Information Technology and Politics Newsletter

  Fall, 2000

 

Software Review: JMP, V. 4.02,
Sas Institute, http://www.JMPdiscovery.com/
Micah Altman
Harvard-MIT Data Center
Harvard University
Micah_Altman@harvard.edu

 JMP is the SAS institute's package for exploratory data analysis.  JMP offers a plethora of features for distribution analysis (including contingency tables, outlier analysis, and nonparametric statistics), and graphs (including contour, profile and ternary charts), time series modeling, regression, {m}anova, PCA, logit analysis, cluster analysis, survival, design of experiments (added in version 4.0), and quality control. In addition, JMP makes it extremely quick and easy to perform "hands-on" data manipulation such as: creating derived and aggregated variables and tables, subsetting, stacking, and joining multiple tables together. And Version 4 adds facilities to import a wider variety of data formats, extract information from databases, and preview text file input. (Unlike SAS, however, the size of JMP tables is limited by the amount of memory available on your machine.)

Exploratory data analysis with JMP is extraordinarily easy and powerful, because of three design decisions that distinguish it from all of its competitors: (1) let the user describe the data, (2) organize the program my task rather than by statistical model, (3) and make everything displayed in the program "live."

Unlike most statistical packages, which will only keep track of the "data type" of each variable. You can tell JMP almost anything you know about a variable, including its data types (integer, floating point, string), its modeling type  (nominal, ordinal, continuous), its role in your model (dependent, independent, weight, frequency, time axis), and range or set constraints that apply to it. You can also attach notes (of arbitrary length, or formulas relating one variable to others. This makes it easy to build documentation into your research, or course, but JMP uses this information intelligently to guide analysis and visualization.

 Functions in JMP are organized by task, not statistical model. The broad task categories are "design of experiments",  "analysis", and "graphing", which are further divided by purpose. For example, the "analysis" category comprises "distribution", "fit Y by X", "matched pairs" "fit model", "nonlinear fit", "multivariate", clusters" ,"survival," and "time series."  When a user chooses an analysis, JMP usually "does the right thing" based upon the roles of the variables selected. For example, running "fit Y by Y" will produce contingency tables if both variables are nominal or ordinal but different analyses if either variable is continuous (see Fig 1). As befitting an EDA package, most analysis and graphing operations are performed quite quickly, although when an operation does take longer than expected one wishes that the designers had included a button to interrupt processing. Also, occasionally the arrangement of models can seem idiosyncratic -- e.g., scatter plots are performed through "Analyze…Distributions" while principle components analyses can be performed either through "Analyze…Multivariate" or  "Graph..Spinning Plots". 

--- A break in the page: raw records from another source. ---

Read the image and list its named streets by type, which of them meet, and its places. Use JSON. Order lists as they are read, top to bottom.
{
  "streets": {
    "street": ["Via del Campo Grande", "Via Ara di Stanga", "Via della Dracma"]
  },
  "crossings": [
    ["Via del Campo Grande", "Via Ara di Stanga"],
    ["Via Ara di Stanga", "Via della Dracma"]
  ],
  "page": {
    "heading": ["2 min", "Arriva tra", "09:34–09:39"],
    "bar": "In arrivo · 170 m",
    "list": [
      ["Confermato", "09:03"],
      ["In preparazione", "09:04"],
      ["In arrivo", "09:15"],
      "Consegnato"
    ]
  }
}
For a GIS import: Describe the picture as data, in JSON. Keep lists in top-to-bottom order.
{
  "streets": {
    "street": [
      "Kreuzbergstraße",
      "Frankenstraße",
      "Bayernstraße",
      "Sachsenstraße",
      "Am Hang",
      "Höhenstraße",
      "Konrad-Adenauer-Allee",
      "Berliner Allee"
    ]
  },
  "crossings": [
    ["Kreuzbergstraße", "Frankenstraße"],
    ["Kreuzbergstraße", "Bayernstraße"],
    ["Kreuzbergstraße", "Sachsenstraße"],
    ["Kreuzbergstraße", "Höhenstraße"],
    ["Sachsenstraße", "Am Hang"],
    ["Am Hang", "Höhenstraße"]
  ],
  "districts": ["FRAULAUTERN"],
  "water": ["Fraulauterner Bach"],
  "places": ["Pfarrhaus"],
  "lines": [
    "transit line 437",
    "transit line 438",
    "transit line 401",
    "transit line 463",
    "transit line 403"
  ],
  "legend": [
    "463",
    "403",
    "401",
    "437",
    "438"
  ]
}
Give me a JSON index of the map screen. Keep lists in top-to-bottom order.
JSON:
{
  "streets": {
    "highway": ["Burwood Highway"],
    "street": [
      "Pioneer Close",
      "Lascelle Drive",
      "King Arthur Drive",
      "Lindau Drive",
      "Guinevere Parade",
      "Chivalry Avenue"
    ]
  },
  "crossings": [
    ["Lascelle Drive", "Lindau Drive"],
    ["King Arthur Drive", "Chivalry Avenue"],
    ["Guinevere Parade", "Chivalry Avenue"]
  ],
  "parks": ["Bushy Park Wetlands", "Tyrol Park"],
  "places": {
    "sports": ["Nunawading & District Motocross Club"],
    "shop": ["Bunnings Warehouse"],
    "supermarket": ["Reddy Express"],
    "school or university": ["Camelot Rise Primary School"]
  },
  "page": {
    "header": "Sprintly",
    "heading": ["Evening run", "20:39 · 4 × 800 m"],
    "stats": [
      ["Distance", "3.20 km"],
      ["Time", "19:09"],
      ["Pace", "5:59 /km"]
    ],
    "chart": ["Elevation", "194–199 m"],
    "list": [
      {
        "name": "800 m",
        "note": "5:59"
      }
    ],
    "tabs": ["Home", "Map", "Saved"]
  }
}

In contrast to such competitors as Stata, SPSS, and Minitab, tables, scripts, formulas, and graphs are very well integrated, and the connections among these are "live." For example if you select data in a summary table, the corresponding entries are selected in the original table, and all graphs based on those tables instantly highlight points or regions to reflect the selection. (One sometimes wishes, however that summary statistics were updateable along with the graphs.)  Graphs can be directly rotated, rescaled, recolored, or otherwise manipulated in a "live" fashion. At a higher level, formulas and scripts are used to further link data and analysis: the user can attach formulas to variables, with the result that these variables are automatically generated from other data, and automatically change when the related data changes. In version 4, scripts can be attached to tables to perform similar automatic linking between tables and analyses. Scripting is made very easy, because the system allows you to run a set of analyses first, and to save the resulting analysis set as  a scripts or in a journal for later use. (See Fig. 2)

 

Figure 2: Tables, Scripts and Analyses are all dynamically linked in JMP

JMP is an excellent tool for hands-on data manipulation, and exploratory data analysis. For several reasons, however, many political scientists, will want to supplement it with another program before reaching the publication stage of analysis.  First, political scientists will notice the absence of discrete choice models, survey analysis, and other discipline specific techniques. Second, although the graphics in JMP are clear, and the ability to manipulate them instantly makes them ideal for data exploration, they still do not allow for the type of precise formatting that is necessary for many publications. Third, and most important, JMP is not accurate enough for some complex maximum likelihood estimations and simulations.

SAS "quality assurance" notwithstanding,  JMP does not seem to be as accurate as S-Plus, Gauss, Stata, or many other competitors. Standard tests are available for testing the accuracy of statistical software (see McCoullogh 1998) but SAS does not provide these results. Nor does the online help or documentation (see Sall 2000) contain information about the algorithms used.

Since, the demo version of JMP imposes limits on data input, I was able to perform only a subset of the tests for numerical accuracy comprising of  the eight NIST tests that require less than twenty-one observations, and the tests of random numbers (which require only generated data). The results were not encouraging: JMP's standard random number generator fails 3 out of 18 (the Overlapping 5 Permutations, Count the Ones-Specific, and Binary Rank for 31x31 matrices) of the "DIEHARD" tests of randomness, and although its period is unspecified seems to be less than 2^31. This argues against its use for any serious simulation.

More important, the module supplied for non-linear regression and maximum likelihood is numerically unreliable.  JMP reported wildly inaccurate results for several of the non-linear tests  (BOXBOD, MGH09, MGH10, MISRA1A), including some that are ranked at the "lowest" difficulty level. Anyone doing non-linear modeling or MLE's would be wise to avoid JMP altogether for this purpose, and should instead use the more reliable facilities in "R", "S-Plus" or Gauss. 

JMP 4.0: Sas Institute

Advantages

Disadvantages

  • Powerful and easy to use data manipulation capabilities

  • Extensive, natural exploratory data analysis capabilities for a wide variety of problems.

  • Seamless connections among data, graphics, scripting, and journaling.
  • Inexpensive and almost-full-functioning student version available.
  • Graphics output is not sufficiently configurable for publication

  • Operations limited to available memory
  • No functions for survey estimation, discrete choice models, and other more specialized methods for political scientists.
  • Numerically inaccurate, especially for non-linear regression and related complex models (e.g. simulation and maximum-likelihood)

References:

McCullough, Brian D., 1998. "Assessing the Reliability of Statistical Software: Part I," The American Statistician 52(4): 358-366

Sall, John, 2000,  JMP Start Statistics Version 4.0 for Windows : SAS Institute Inc.


last modified on
01/11/2002